WORK INSTRUCTIONS: Should an entry contain an image, leave the image out and repeat the entry's text exactly.

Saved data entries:

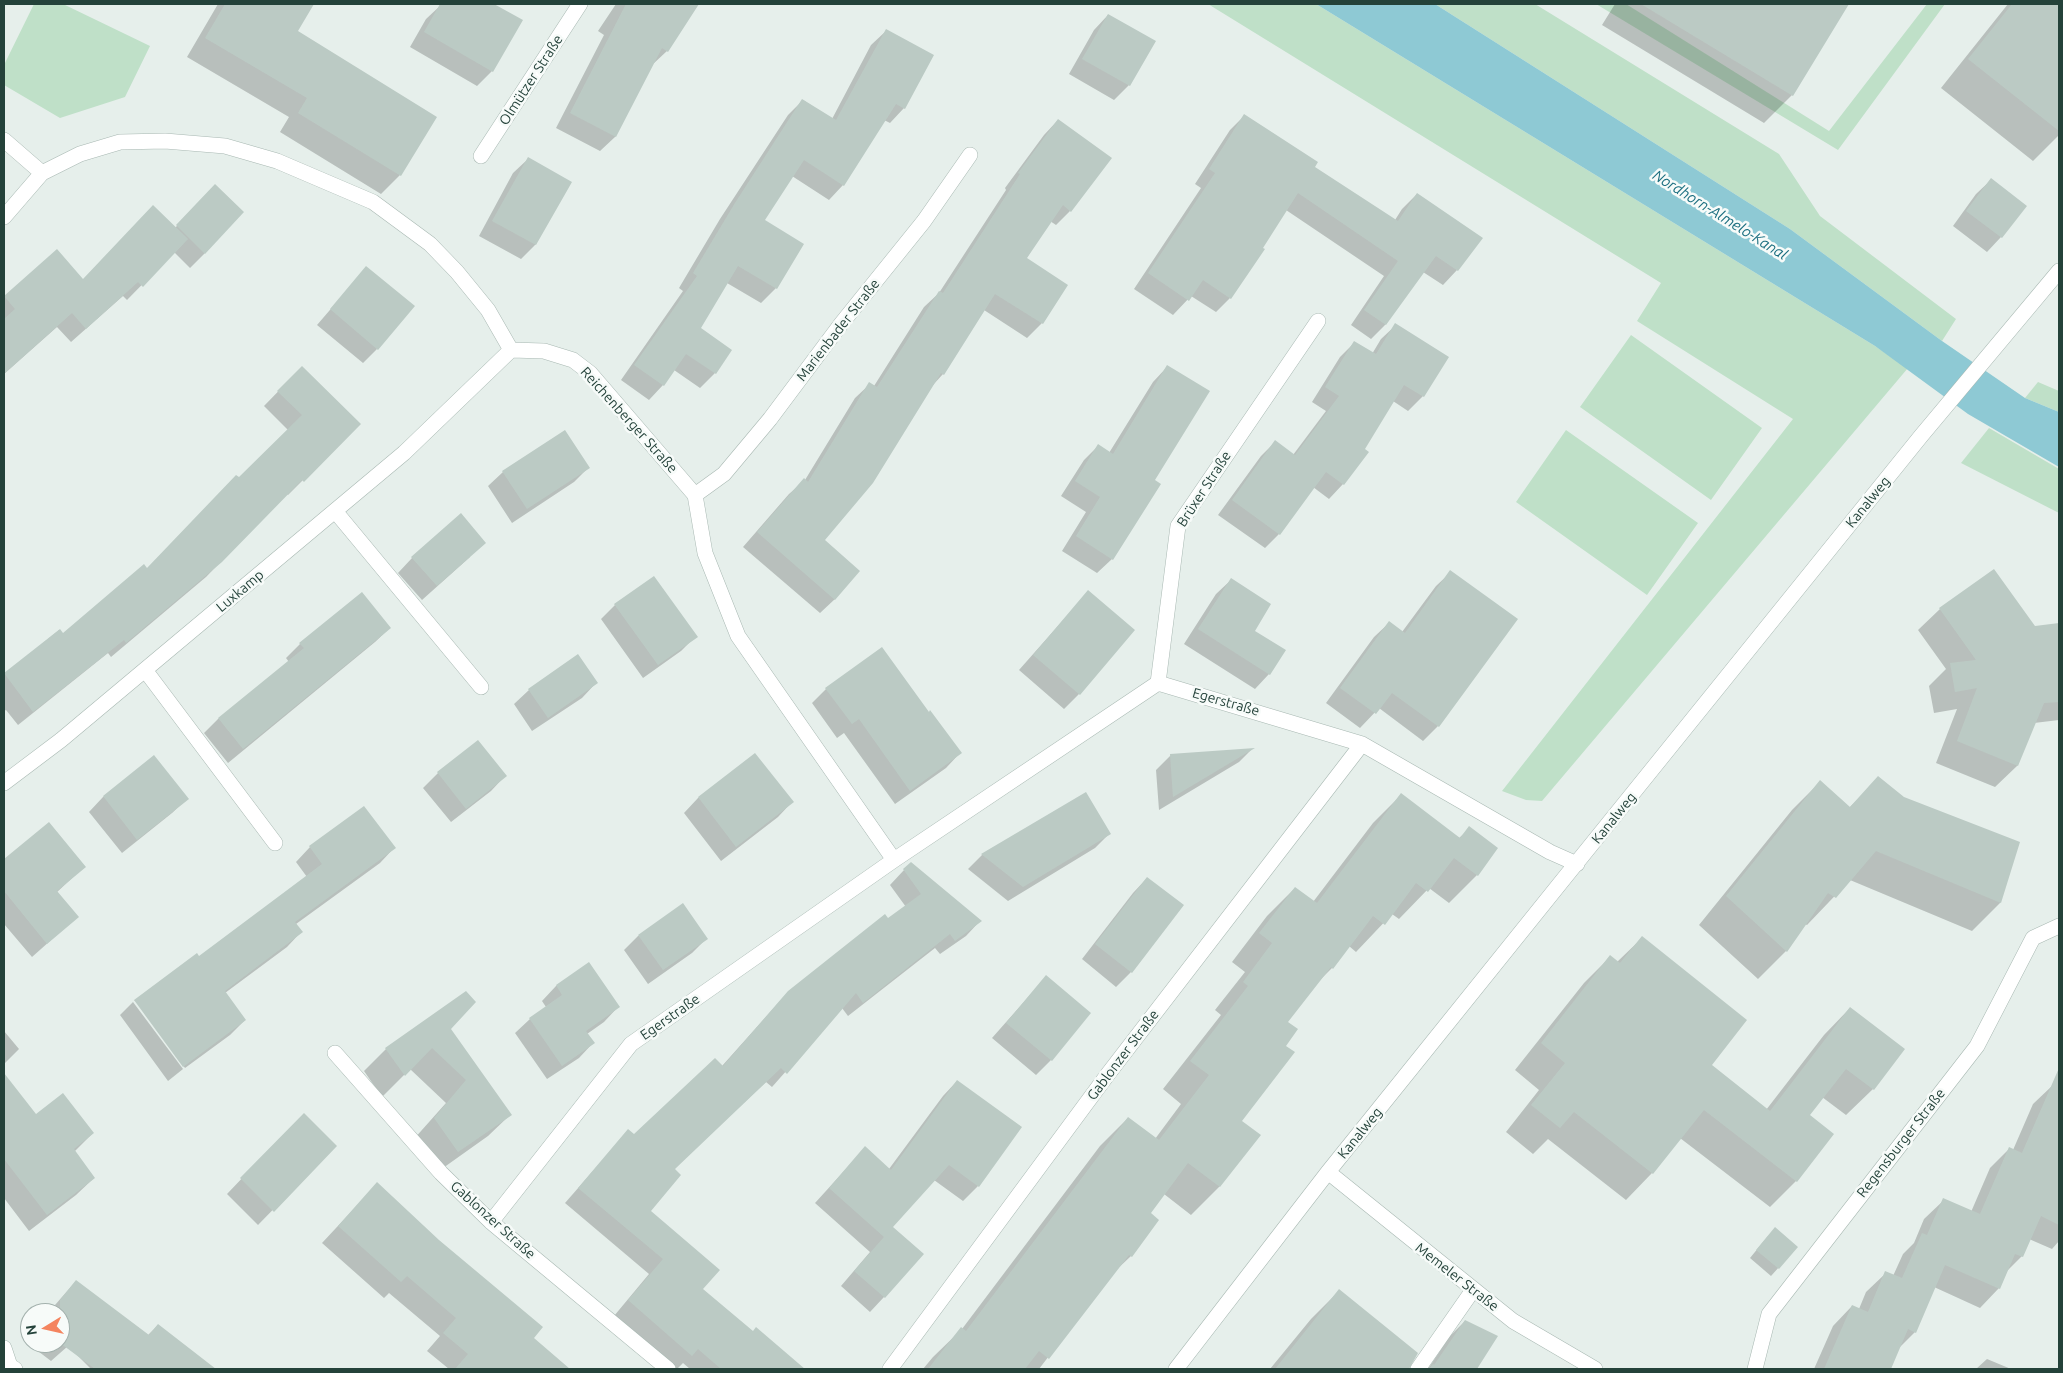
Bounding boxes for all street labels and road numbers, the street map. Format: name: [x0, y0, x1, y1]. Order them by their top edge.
street label: Olmützer Straße: [496, 32, 566, 128]
street label: Marienbader Straße: [793, 276, 883, 384]
street label: Reichenberger Straße: [577, 363, 681, 477]
street label: Brüxer Straße: [1173, 448, 1235, 530]
street label: Kanalweg: [1842, 473, 1894, 531]
street label: Luxkamp: [213, 566, 267, 616]
street label: Egerstraße: [1191, 684, 1261, 720]
street label: Kanalweg: [1588, 789, 1640, 847]
street label: Egerstraße: [637, 990, 703, 1044]
street label: Gablonzer Straße: [1084, 1007, 1162, 1103]
street label: Regensburger Straße: [1853, 1085, 1949, 1201]
street label: Kanalweg: [1334, 1104, 1386, 1162]
street label: Gablonzer Straße: [447, 1177, 539, 1263]
street label: Memeler Straße: [1412, 1239, 1502, 1315]

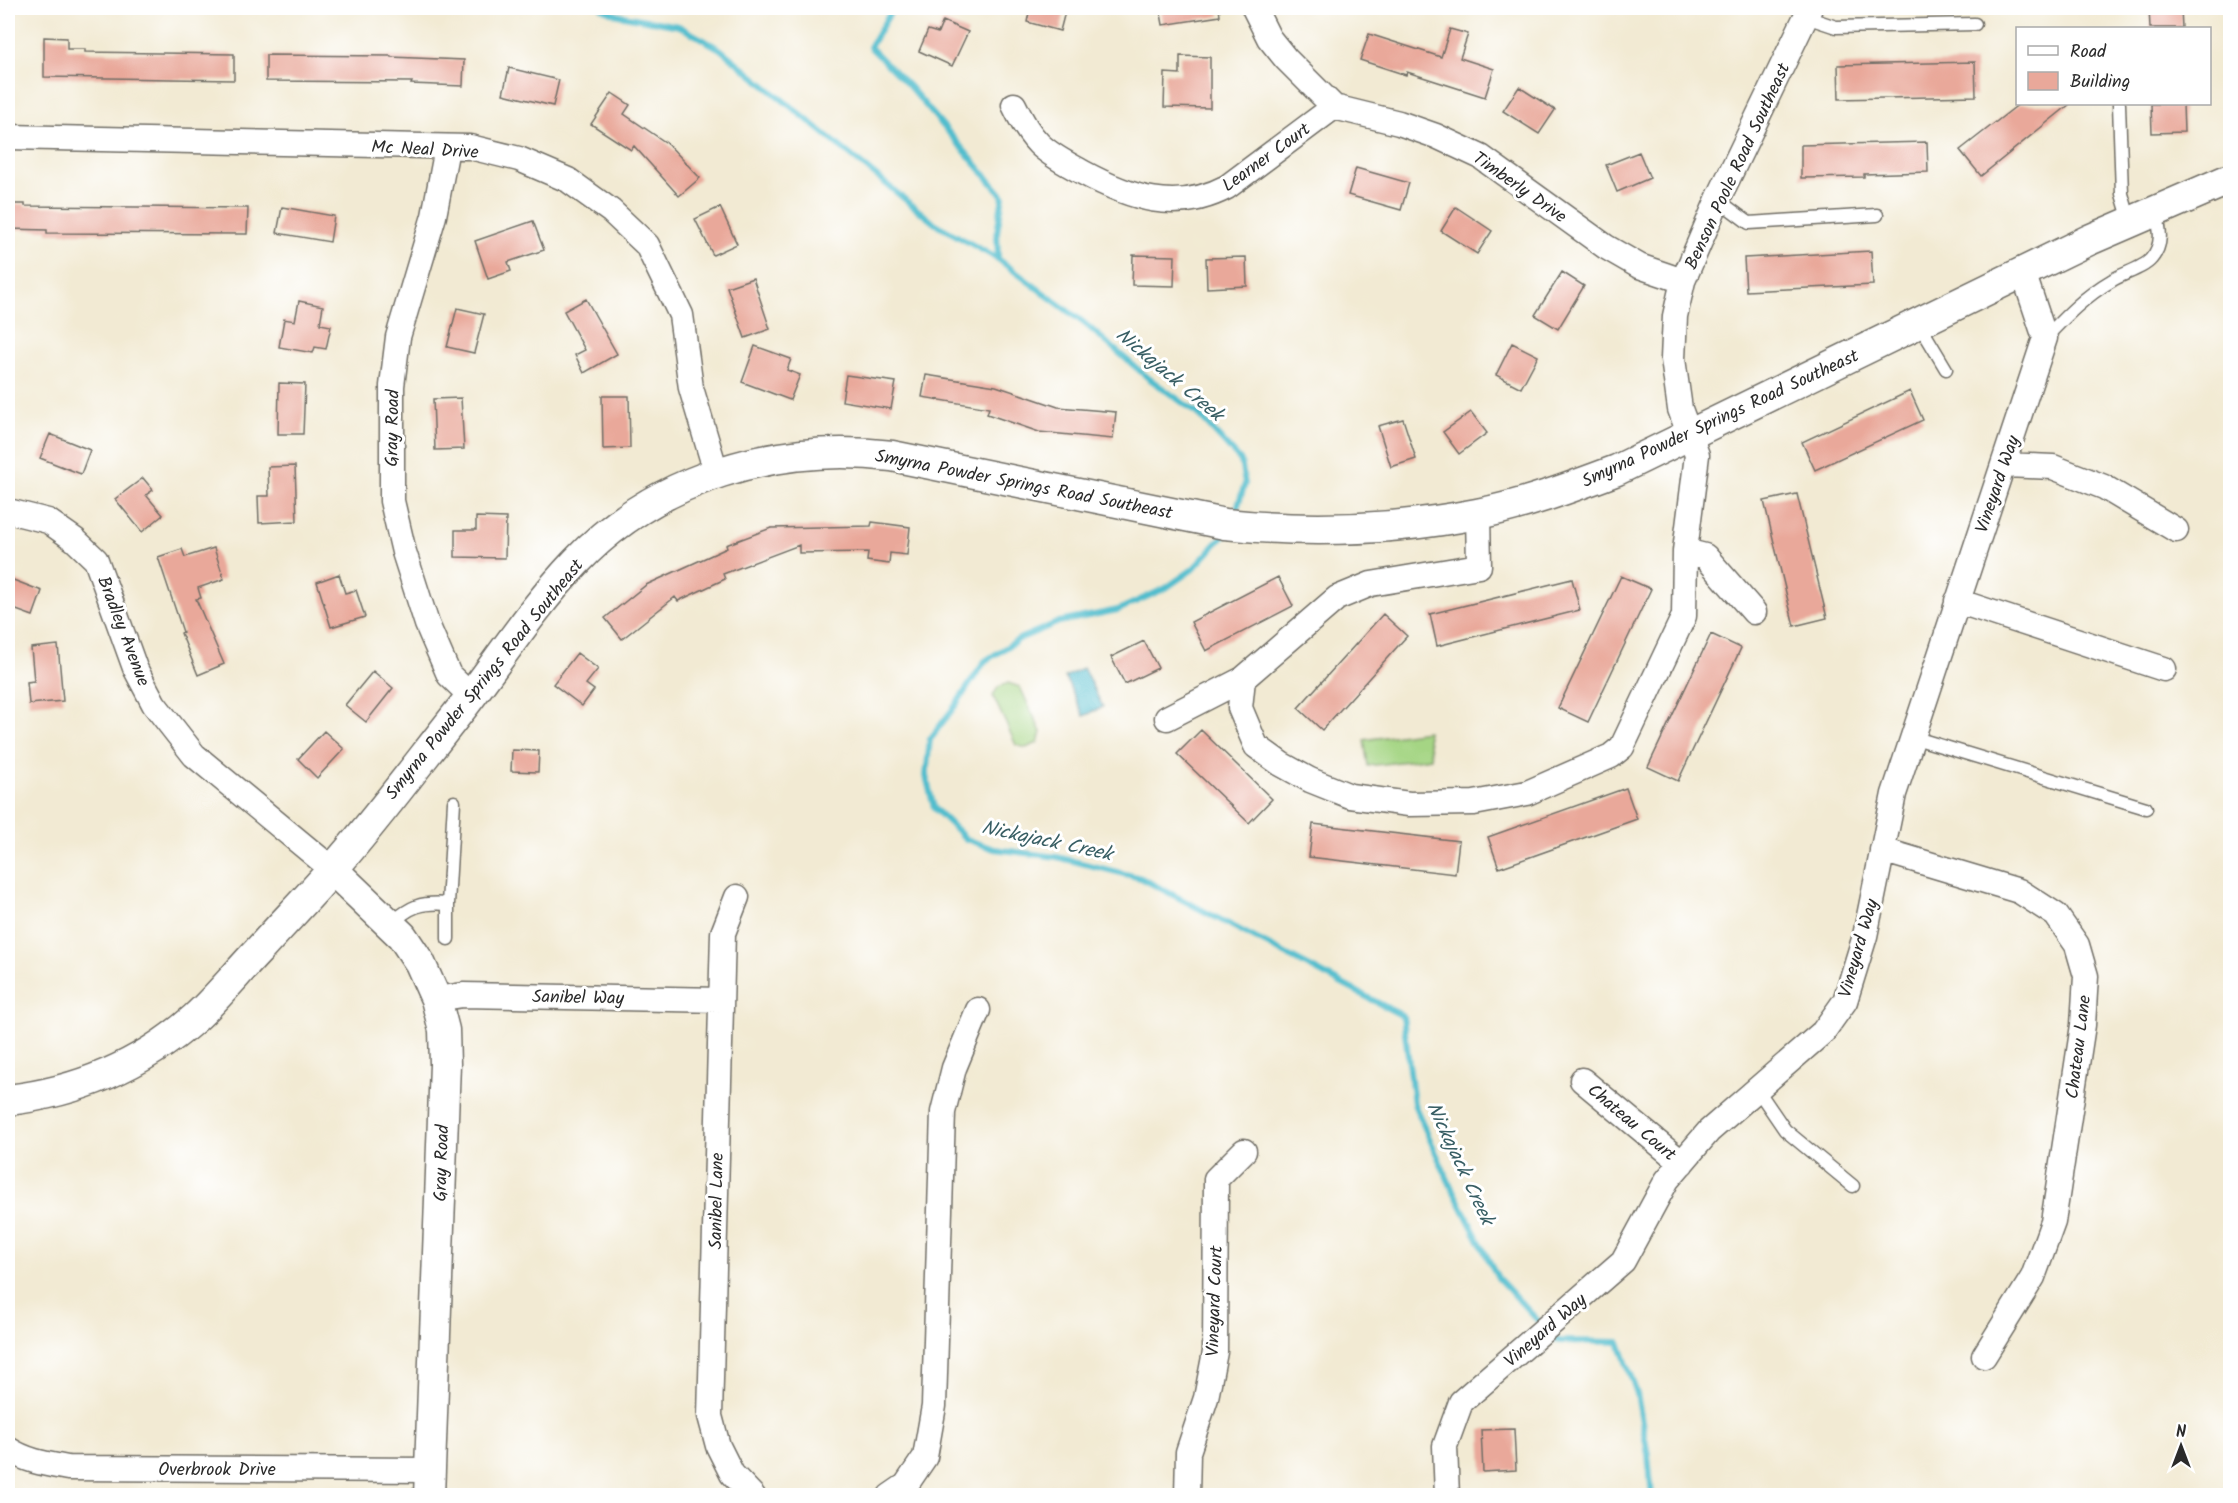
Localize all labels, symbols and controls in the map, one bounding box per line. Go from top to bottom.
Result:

ANSWER SECTION:
Bounding boxes for all street labels and road numbers, the street map. Format: name: [x0, y0, x1, y1]. Order them by their top edge.
street label: Olmützer Straße: [496, 32, 566, 128]
street label: Marienbader Straße: [793, 276, 883, 384]
street label: Reichenberger Straße: [577, 363, 681, 477]
street label: Brüxer Straße: [1173, 448, 1235, 530]
street label: Kanalweg: [1842, 473, 1894, 531]
street label: Luxkamp: [213, 566, 267, 616]
street label: Egerstraße: [1191, 684, 1261, 720]
street label: Kanalweg: [1588, 789, 1640, 847]
street label: Egerstraße: [637, 990, 703, 1044]
street label: Gablonzer Straße: [1084, 1007, 1162, 1103]
street label: Regensburger Straße: [1853, 1085, 1949, 1201]
street label: Kanalweg: [1334, 1104, 1386, 1162]
street label: Gablonzer Straße: [447, 1177, 539, 1263]
street label: Memeler Straße: [1412, 1239, 1502, 1315]

Localize all labels, symbols and controls in the map, one bounding box per line. Go from top to bottom.
Result:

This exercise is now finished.